ART IN THE TIME OF COVID — For Hartford painter Matt Best, shown above in self-portraits highlighting the tattoos he says were prompted by the pandemic, the crisis has had a marked effect on his art He feels freer to follow his instincts and not paint in a reliable style. He also believes society as a whole will benefit, that “everything’s going to be restructured in a better way.”

The tiers of a wedding cake suggest the kind of hierarchies that don’t work anymore. “The rules have been rewritten.”.




Older “structural” works, a depiction of Matt’s anxiety, above;
Newer, featuring Madonna and Marilyn Monroe, below. In a long-ago dream, Marilyn told Matt, “You don’t need me anymore.”

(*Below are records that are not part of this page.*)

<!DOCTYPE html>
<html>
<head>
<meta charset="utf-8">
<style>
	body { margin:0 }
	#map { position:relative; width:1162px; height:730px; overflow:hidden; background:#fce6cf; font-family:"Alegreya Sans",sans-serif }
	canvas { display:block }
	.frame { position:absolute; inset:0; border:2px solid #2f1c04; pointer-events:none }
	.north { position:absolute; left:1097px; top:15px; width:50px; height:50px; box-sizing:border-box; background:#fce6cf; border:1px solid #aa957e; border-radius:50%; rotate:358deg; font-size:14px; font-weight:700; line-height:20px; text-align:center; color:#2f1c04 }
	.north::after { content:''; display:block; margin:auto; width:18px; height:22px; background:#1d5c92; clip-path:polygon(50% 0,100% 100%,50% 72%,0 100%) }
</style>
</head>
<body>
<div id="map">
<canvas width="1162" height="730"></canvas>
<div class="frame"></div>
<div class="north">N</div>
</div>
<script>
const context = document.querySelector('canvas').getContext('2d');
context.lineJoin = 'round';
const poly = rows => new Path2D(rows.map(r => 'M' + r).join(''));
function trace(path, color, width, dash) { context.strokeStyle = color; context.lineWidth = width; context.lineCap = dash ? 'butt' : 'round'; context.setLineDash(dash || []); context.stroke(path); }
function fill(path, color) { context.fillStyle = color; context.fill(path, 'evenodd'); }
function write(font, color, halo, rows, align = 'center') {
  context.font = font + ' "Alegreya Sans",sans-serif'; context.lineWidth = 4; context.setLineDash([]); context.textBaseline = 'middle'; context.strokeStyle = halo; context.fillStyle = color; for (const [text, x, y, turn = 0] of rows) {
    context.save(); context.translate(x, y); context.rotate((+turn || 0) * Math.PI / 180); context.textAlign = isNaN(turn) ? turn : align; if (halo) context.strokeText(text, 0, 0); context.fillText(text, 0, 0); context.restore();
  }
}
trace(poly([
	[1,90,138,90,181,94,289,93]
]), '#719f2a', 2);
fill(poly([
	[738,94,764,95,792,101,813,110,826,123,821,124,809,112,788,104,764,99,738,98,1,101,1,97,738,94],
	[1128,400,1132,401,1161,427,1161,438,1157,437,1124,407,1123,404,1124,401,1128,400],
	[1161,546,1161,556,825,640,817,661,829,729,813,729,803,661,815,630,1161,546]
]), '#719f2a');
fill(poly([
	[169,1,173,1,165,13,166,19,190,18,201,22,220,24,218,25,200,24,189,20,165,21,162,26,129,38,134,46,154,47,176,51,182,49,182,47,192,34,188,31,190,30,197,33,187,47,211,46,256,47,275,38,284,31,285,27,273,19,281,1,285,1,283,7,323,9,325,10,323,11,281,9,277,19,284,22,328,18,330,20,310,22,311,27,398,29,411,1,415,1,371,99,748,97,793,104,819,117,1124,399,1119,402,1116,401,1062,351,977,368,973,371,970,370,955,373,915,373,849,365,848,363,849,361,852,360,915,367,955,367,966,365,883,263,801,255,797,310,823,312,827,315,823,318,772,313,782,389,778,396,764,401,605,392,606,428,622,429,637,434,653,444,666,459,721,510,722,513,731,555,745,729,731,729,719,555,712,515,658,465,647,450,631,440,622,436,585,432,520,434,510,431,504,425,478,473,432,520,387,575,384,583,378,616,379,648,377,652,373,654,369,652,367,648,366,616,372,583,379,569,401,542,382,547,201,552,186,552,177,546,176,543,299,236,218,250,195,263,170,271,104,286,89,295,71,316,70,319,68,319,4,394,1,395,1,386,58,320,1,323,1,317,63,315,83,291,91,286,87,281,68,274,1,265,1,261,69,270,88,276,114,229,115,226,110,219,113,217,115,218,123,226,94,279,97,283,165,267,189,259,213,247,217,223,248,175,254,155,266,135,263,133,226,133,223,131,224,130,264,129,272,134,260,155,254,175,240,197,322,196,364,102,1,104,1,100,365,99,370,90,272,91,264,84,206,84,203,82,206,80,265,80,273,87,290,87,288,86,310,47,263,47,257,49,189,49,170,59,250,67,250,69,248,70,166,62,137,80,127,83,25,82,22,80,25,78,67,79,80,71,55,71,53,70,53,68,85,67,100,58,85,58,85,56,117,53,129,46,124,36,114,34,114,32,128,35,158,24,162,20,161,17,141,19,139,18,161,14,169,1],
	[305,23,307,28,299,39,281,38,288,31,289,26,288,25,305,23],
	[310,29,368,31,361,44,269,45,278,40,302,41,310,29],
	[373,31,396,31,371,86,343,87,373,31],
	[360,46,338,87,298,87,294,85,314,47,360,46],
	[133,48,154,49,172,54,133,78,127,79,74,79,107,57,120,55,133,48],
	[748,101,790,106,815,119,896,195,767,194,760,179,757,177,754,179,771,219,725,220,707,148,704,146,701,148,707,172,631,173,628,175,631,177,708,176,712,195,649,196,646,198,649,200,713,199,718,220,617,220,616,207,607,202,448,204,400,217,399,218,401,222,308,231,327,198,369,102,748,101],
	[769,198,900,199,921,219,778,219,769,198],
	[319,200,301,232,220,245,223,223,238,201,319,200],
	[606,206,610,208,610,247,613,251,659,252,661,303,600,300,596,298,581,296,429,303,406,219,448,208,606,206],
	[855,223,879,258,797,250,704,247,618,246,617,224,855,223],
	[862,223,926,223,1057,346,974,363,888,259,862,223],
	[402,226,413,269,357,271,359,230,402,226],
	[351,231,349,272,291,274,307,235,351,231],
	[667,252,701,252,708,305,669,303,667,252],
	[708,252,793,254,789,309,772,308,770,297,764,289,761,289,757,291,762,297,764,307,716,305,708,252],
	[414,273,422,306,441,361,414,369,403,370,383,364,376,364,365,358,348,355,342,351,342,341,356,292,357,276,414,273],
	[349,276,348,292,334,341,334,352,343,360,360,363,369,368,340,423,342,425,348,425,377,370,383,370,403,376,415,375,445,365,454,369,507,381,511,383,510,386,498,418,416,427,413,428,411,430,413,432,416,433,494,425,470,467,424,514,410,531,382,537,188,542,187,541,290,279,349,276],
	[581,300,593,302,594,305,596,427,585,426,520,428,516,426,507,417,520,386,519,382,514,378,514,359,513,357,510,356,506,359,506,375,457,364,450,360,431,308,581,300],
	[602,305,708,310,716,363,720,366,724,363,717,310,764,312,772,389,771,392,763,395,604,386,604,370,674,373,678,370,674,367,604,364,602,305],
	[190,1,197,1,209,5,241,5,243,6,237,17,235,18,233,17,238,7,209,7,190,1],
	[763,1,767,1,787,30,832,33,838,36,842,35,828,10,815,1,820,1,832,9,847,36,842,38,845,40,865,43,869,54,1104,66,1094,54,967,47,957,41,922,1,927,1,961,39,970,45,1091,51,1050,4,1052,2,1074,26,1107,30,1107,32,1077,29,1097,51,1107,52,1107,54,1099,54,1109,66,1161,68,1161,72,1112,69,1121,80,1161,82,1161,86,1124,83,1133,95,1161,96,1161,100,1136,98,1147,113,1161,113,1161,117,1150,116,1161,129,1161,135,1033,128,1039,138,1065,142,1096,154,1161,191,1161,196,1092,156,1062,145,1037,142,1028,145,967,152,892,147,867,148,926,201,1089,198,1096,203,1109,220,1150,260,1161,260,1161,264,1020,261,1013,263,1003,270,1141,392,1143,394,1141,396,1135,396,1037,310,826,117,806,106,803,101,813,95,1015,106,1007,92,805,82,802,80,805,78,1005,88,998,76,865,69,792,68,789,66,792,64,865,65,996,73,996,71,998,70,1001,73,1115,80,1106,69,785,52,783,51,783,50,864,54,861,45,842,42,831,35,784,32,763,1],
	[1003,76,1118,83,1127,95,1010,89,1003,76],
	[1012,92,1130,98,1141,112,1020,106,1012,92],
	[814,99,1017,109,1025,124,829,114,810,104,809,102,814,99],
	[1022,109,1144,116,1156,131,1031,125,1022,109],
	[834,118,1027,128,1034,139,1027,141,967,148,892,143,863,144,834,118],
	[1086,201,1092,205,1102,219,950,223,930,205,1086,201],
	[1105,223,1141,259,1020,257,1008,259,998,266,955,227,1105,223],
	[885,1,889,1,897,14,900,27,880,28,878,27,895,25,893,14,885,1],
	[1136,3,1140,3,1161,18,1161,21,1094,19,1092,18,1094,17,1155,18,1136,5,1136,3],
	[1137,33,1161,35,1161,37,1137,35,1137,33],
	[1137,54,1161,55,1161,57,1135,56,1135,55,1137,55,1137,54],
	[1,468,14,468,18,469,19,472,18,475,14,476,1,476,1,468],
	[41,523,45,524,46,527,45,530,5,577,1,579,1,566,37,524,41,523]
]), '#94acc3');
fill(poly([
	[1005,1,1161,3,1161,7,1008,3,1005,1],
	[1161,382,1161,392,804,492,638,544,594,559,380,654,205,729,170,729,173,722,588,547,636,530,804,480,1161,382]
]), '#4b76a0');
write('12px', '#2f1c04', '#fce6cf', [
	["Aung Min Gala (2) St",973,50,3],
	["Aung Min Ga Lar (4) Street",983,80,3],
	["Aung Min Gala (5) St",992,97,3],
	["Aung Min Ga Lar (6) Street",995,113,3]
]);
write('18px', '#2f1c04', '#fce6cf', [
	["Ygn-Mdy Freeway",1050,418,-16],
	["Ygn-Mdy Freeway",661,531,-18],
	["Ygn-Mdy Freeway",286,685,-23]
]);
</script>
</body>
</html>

MATT TELLS ABOUT HIS TATTOOS
I waited until I was in my 40s to get my first tattoo.
My tattoos are a physical reminder that I have changed on the inside. Years of therapy and living through a pandemic was liberating. I wanted my first tattoo as literal mark on my skin to remind me that something new has happened. It was meant as a reminder that I am free. I don’t need to hold on to old ideas that don’t work, I’m free of the past. I’m free to recreate myself.
My first tattoo was of a poppy (my favorite flower). In 2019 I went to the Netherlands with my sister and I found a large mound of dirt in the countryside that was covered in hundreds of poppies. I spent time drawing those poppies, filling many pages my sketchbook. I made one drawing in particular that when I looked at it later I thought, “this would be a great tattoo.” But I didn’t do it.
2020, the pandemic. Getting a tattoo fell by the wayside because it wasn’t possible. The idea was still there but like so many other things that year, it went dormant.
Summer 2020, things are opening up a bit. A former student finds me on Instagram and he has become a tattoo artist. This gets me thinking about the tattoo idea again. I still don’t do anything until I mention my tattoo idea to a friend and by coincidence that day my former student posts a photo of a tattoo he did of a flower. I decided screw it and contacted him immediately. I had my first tattoo on my left arm a few weeks later. He executed my drawing beautifully.
As many people warned me, tattoos are addictive. A month later I got two more poppies on the same arm.
In 2021 I added more poppies to my forearm. My idea is to recreate that small mountain of poppies on my arm. My poppy arm reminds me of times before the pandemic when I was lucky enough to travel and see beautiful poppies blowing in the wind. My arm looks like my sketchbook now.
A friend told me my right arm is boring so I added a larger tattoo of three lady slippers to my right arm this year. Every spring my partner Paul and I go on a lady slipper “hunt.” This tattoo is a representation of the two of us (the third flower being our cat). For me this tattoo represents spring, it’s a celebration of my second vaccine dose (I got the tattoo on the two weeks past my second vaccination date), and a reminder that things grow and change.